On 2020-07-14 15:27, Ashutosh Bapat wrote:
On Tue, Jul 14, 2020 at 12:48 AM Alexey Kondratov
<a.kondra...@postgrespro.ru> wrote:
I built a simple two node multi-tenant schema for tests, which can be
easily set up with attached scripts. It creates three tables
(companies,
users, documents) distributed over two nodes. Everything can be found
in
this Gist [2] as well.
Some real-life test queries show, that all single-node queries aren't
pushed-down to the required node. For example:
SELECT
*
FROM
documents
INNER JOIN users ON documents.user_id = users.id
WHERE
documents.company_id = 5
AND users.company_id = 5;
There are a couple of things happening here
1. the clauses on company_id in WHERE clause are causing partition
pruning.
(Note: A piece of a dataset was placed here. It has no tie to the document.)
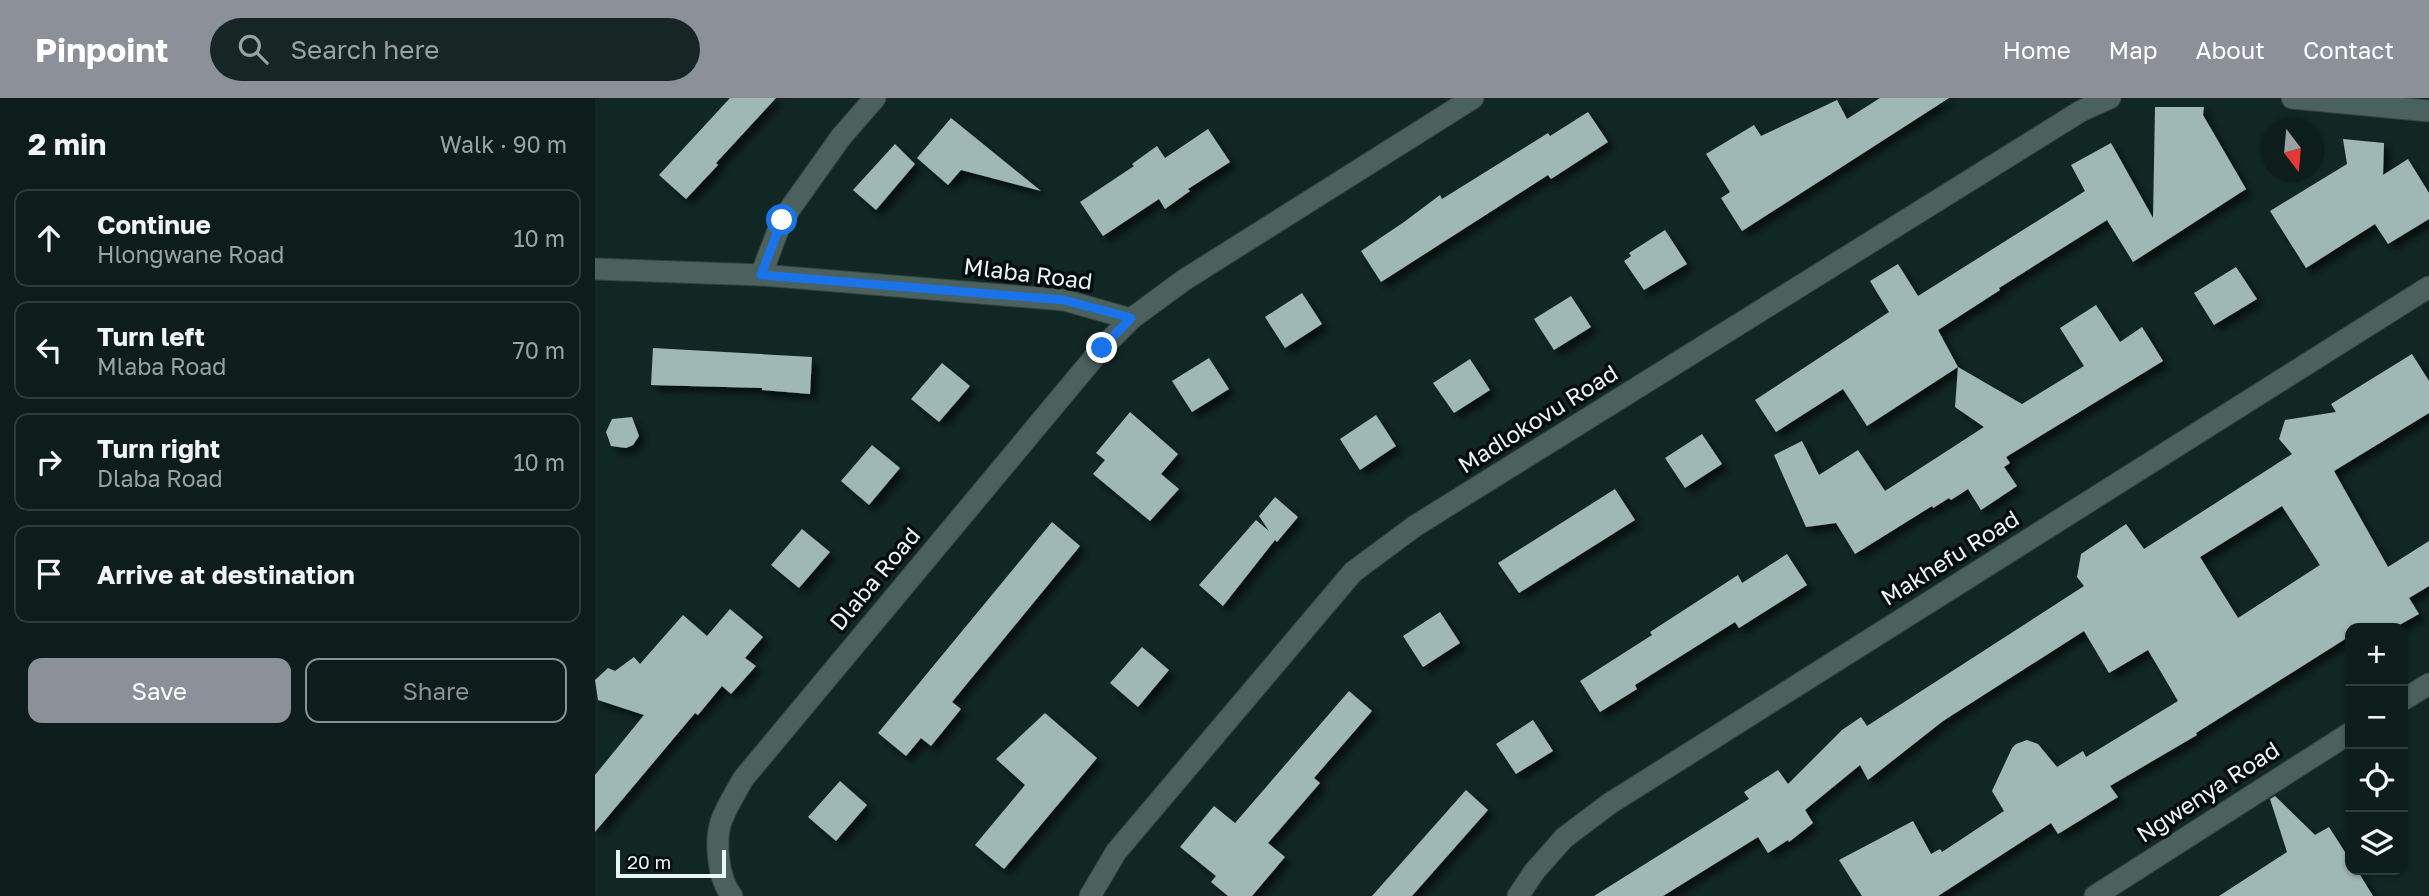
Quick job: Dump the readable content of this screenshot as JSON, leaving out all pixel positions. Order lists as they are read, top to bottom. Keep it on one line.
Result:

Partition-wise join is disabled with partition pruning before
PG13. In PG13 we have added advanced partition matching algorithm
which will allow partition-wise join with partition pruning.
I forgot to mention that I use a recent master (991c444e7a) for tests
with
enable_partitionwise_join = 'on'
enable_partitionwise_aggregate = 'on'
of course. I've also tried postgres_fdw.use_remote_estimate = true
followed by ANALYSE on both nodes (it is still used in setup.sh script).
BTW, can you, please, share a link to commit / thread about allowing
partition-wise join and partition pruning to work together in PG13?
2. the query has no equality condition on the partition key of the
tables being joined. Partitionwise join is possible only when there's
an equality condition on the partition keys (company_id) of the
joining tables. PostgreSQL's optimizer is not smart enough to convert
the equality conditions in WHERE clause into equality conditions on
partition keys. So having those conditions just in WHERE clause does
not help. Instead please add equality conditions on partition keys in
JOIN .. ON clause or WHERE clause (only for INNER join).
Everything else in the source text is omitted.